§ **RAW DATA**
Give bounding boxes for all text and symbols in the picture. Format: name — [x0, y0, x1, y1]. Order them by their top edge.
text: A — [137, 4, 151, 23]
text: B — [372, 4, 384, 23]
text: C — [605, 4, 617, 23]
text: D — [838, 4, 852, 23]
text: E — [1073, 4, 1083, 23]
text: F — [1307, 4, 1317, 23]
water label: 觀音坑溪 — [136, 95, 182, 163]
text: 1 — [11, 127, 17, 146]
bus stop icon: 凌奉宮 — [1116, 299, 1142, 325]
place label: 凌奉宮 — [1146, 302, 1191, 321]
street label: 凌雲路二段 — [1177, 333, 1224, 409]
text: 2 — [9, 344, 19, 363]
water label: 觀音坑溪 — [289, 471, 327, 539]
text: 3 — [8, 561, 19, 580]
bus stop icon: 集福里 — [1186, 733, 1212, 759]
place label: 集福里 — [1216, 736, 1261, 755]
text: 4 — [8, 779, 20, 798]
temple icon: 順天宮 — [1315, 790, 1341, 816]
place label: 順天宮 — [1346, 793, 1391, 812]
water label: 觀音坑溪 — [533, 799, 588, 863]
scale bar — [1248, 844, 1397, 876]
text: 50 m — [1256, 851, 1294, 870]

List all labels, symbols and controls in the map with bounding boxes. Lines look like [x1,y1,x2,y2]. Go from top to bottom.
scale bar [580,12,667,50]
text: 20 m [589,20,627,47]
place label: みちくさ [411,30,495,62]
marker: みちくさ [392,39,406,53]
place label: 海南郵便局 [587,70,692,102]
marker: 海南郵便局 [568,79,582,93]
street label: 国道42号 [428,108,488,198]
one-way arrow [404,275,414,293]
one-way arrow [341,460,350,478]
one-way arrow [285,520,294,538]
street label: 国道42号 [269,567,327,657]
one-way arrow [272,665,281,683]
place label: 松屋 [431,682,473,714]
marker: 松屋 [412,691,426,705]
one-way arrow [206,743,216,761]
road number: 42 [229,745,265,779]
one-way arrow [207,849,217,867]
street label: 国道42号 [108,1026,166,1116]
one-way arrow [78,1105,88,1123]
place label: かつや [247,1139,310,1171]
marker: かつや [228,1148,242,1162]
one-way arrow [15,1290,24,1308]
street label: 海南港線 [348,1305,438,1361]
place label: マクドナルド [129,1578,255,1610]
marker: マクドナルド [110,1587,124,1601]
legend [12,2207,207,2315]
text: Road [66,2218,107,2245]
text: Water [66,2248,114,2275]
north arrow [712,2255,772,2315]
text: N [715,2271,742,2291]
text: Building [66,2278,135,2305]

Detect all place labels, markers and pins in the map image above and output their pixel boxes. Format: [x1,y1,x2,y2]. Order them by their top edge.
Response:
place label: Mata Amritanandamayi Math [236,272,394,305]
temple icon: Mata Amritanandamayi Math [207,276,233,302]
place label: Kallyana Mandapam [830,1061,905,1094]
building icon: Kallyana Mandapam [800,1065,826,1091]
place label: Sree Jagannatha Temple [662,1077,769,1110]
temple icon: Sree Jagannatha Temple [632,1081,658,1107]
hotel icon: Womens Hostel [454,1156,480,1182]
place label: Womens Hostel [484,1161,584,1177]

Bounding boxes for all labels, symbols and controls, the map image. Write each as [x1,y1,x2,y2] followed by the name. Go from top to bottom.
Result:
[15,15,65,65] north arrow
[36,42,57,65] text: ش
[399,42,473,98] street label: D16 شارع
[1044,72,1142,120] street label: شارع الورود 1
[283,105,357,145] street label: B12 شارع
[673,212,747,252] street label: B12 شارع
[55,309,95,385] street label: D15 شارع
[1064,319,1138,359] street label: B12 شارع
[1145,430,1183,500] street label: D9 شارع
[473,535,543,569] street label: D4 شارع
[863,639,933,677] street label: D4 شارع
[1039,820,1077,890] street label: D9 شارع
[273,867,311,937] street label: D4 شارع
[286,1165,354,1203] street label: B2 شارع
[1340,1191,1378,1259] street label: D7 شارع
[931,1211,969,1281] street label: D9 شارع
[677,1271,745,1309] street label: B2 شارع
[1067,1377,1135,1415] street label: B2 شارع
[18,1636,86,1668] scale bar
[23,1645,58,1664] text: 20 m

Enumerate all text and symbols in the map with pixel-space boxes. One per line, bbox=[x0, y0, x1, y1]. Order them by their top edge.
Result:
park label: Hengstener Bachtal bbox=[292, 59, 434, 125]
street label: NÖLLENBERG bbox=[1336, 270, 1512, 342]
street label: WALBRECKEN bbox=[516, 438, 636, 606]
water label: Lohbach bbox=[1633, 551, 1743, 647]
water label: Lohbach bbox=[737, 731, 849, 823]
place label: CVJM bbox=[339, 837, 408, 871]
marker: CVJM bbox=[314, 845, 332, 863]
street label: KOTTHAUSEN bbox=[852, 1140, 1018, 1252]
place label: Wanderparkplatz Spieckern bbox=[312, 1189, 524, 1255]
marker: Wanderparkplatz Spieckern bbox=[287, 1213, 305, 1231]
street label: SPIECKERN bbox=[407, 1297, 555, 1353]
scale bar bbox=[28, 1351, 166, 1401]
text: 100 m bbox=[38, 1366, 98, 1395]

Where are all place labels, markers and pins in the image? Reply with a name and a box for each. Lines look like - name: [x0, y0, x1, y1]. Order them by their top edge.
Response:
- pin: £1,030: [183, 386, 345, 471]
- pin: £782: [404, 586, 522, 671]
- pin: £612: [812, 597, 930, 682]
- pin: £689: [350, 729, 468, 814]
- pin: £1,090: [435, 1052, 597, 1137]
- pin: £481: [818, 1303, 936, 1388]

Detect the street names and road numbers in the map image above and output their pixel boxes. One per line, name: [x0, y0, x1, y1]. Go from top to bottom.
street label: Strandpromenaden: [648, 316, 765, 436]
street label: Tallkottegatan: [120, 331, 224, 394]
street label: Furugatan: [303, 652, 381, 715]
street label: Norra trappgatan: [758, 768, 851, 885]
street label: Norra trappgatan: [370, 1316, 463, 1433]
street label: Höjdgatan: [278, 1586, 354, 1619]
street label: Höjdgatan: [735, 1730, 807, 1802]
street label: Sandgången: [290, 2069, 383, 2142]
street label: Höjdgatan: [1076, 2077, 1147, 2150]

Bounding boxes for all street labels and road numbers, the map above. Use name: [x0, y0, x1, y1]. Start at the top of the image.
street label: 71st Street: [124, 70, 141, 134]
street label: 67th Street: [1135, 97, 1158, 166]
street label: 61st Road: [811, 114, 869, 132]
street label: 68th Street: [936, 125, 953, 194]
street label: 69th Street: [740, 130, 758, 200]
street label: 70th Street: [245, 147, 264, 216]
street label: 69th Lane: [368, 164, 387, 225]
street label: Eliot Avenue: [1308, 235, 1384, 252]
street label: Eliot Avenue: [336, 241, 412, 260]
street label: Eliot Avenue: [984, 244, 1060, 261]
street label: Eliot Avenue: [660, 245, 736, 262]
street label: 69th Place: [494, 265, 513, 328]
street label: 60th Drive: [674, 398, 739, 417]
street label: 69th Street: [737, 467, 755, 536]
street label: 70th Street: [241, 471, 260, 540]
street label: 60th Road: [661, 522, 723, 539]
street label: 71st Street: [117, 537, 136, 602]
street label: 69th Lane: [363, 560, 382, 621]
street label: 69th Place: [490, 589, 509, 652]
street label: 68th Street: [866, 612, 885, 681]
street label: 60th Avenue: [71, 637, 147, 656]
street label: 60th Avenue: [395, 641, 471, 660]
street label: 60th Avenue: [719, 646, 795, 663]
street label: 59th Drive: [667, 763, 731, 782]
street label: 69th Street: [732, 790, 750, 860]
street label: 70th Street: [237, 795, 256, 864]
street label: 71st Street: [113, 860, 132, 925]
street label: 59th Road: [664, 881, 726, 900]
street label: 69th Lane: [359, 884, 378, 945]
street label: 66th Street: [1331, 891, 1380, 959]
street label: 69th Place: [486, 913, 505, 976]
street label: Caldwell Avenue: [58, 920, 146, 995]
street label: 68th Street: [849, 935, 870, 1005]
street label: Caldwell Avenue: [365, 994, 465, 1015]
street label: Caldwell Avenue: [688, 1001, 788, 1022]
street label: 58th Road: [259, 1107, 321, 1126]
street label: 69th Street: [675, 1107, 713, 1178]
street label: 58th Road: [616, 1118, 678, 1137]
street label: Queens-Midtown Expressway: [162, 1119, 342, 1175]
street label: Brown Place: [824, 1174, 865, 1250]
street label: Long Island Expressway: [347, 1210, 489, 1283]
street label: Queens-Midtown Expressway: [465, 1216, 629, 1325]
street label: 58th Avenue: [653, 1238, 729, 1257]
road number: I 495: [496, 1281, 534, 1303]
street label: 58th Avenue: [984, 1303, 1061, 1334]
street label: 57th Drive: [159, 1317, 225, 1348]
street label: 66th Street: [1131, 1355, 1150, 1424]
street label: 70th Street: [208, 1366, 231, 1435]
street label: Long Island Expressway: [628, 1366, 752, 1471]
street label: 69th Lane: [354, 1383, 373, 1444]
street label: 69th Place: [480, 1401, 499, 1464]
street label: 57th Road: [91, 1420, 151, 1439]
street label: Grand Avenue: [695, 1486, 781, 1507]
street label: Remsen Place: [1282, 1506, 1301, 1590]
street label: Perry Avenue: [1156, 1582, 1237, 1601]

§ **WHAT YOU ARE ASKED TO DO**
Filter the entries by the string "pins" and copy each matching line.

§ **RESPONSE BELOW**
Detect all place labels, markers and pins in the map image above and output their pixel boxes. Format: [x1,y1,x2,y2]. Order them by their top edge.
Where are all place labels, markers and pins in the image? Reply with a name and a box for each. Lines look like - name: [x0, y0, x1, y1]. Order them by their top edge.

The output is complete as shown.